Re: How to improve db performance with $7K? - Mailing list pgsql-performance

From Tom Lane
Subject Re: How to improve db performance with $7K?
Date
Msg-id 446.1113489854@sss.pgh.pa.us
Whole thread Raw
In response to Re: How to improve db performance with $7K?  (Kevin Brown <kevin@sysexperts.com>)
Responses Re: How to improve db performance with $7K?
Re: How to improve db performance with $7K?
List pgsql-performance
Kevin Brown <kevin@sysexperts.com> writes:
> I really don't see how this is any different between a system that has
> tagged queueing to the disks and one that doesn't.  The only
> difference is where the queueing happens.  In the case of SCSI, the
> queueing happens on the disks (or at least on the controller).  In the
> case of SATA, the queueing happens in the kernel.

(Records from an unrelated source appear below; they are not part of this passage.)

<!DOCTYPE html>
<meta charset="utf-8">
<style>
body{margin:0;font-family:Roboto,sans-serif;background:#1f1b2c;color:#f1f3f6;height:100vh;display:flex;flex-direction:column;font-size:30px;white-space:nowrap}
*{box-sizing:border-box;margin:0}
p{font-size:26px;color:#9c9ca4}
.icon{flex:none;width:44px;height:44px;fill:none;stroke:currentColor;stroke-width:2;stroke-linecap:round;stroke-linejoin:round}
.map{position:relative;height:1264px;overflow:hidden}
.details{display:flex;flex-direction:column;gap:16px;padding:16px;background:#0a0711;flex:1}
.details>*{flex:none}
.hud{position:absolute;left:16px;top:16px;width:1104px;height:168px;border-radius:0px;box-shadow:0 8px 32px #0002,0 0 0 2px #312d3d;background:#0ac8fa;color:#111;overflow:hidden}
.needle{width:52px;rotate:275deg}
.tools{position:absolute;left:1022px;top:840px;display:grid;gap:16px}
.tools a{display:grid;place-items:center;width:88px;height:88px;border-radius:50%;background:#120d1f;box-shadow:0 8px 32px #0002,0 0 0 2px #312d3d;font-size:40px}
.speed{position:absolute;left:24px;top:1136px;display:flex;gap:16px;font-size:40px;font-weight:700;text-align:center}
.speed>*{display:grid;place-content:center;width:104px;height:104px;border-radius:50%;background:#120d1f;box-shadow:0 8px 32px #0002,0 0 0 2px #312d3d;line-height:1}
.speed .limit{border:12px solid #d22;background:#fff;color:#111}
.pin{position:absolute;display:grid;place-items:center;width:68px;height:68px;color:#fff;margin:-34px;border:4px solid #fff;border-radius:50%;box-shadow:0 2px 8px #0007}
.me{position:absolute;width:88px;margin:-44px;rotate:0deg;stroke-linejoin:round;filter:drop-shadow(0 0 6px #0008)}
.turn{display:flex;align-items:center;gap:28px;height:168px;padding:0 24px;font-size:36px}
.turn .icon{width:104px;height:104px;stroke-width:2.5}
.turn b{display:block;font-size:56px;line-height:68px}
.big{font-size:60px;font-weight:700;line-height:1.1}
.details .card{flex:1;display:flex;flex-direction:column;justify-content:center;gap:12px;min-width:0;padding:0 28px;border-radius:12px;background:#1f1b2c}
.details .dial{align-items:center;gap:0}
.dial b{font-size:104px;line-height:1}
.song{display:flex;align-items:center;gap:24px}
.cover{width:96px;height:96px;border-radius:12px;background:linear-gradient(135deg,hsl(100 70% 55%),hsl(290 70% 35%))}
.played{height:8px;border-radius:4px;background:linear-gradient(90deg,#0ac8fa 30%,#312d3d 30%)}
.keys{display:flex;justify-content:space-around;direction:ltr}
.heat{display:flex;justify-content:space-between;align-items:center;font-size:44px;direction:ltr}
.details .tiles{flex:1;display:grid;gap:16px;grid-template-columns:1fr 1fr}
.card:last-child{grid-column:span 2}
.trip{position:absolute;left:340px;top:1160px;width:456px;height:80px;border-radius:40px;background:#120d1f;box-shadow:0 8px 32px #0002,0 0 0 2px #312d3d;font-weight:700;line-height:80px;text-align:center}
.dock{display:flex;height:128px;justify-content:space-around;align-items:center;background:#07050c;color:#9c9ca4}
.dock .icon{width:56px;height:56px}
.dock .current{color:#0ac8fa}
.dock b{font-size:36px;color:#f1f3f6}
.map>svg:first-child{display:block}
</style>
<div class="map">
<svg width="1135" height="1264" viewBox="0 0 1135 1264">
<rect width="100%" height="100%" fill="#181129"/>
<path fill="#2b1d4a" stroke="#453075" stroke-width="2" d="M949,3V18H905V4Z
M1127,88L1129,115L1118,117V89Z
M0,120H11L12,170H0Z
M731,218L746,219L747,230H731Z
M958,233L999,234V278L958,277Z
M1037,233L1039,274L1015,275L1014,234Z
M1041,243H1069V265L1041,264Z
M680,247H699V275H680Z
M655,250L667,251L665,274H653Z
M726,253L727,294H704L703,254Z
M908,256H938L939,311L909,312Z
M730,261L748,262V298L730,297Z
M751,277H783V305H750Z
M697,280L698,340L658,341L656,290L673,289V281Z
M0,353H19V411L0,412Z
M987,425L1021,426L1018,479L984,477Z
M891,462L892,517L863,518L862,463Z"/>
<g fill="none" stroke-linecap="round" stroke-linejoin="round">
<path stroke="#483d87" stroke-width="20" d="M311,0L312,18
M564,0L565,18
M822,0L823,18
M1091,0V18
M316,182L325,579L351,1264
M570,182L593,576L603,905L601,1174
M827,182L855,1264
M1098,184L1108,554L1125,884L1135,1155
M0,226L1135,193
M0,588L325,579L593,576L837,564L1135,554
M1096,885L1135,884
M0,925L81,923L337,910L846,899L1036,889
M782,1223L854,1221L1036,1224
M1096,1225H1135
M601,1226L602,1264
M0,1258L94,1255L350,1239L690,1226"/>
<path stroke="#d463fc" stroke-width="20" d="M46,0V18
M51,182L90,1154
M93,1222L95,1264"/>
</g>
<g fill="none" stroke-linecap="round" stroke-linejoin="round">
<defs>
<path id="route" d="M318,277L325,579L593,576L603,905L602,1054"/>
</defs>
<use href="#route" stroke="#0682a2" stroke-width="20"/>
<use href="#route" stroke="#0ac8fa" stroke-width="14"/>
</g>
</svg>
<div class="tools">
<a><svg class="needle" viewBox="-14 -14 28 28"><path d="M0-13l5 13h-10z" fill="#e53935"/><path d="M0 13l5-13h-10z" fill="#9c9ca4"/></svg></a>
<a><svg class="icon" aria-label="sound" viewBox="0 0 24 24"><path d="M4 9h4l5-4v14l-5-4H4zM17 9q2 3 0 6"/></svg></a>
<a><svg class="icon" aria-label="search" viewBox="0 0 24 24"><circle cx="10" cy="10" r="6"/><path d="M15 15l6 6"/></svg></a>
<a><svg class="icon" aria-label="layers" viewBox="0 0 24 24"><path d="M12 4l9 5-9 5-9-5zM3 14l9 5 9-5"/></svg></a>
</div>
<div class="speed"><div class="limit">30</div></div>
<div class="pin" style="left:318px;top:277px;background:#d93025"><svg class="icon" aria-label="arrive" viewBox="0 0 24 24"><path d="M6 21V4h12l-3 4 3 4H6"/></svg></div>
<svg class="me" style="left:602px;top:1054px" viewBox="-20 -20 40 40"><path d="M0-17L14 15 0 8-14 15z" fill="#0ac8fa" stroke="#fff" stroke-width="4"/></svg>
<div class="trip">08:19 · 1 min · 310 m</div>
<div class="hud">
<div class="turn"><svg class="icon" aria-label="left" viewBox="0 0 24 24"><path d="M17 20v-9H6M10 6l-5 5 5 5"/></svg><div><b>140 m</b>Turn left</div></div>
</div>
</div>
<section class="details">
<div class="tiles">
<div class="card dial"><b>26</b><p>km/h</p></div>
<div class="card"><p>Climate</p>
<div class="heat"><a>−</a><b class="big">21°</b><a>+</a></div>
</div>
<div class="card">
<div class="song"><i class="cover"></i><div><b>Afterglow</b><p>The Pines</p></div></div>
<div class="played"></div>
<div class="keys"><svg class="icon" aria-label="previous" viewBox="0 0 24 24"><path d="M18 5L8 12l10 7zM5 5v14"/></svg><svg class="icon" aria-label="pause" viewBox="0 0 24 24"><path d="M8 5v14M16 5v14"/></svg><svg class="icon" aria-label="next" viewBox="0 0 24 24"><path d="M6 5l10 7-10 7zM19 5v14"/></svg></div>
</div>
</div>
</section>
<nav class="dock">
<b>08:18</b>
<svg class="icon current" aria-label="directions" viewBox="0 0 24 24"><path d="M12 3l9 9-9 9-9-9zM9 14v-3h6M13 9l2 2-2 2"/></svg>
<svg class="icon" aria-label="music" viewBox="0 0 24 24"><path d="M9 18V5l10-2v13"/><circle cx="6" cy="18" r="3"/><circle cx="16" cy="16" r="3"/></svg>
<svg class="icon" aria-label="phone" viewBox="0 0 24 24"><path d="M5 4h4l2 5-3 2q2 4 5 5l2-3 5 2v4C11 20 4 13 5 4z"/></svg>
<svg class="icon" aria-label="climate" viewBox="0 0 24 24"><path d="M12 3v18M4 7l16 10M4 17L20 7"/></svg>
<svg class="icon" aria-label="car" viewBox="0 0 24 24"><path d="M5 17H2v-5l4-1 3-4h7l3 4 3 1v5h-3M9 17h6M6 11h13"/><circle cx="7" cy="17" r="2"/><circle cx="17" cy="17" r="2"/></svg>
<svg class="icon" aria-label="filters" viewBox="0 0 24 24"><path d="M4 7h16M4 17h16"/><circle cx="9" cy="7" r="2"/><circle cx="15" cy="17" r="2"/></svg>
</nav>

That's basically what it comes down to: SCSI lets the disk drive itself
do the low-level I/O scheduling whereas the ATA spec prevents the drive
from doing so (unless it cheats, ie, caches writes).  Also, in SCSI it's
possible for the drive to rearrange reads as well as writes --- which
AFAICS is just not possible in ATA.  (Maybe in the newest spec...)

The reason this is so much more of a win than it was when ATA was
designed is that in modern drives the kernel has very little clue about
the physical geometry of the disk.  Variable-size tracks, bad-block
sparing, and stuff like that make for a very hard-to-predict mapping
from linear sector addresses to actual disk locations.  Combine that
with the fact that the drive controller can be much smarter than it was
twenty years ago, and you can see that the case for doing I/O scheduling
in the kernel and not in the drive is pretty weak.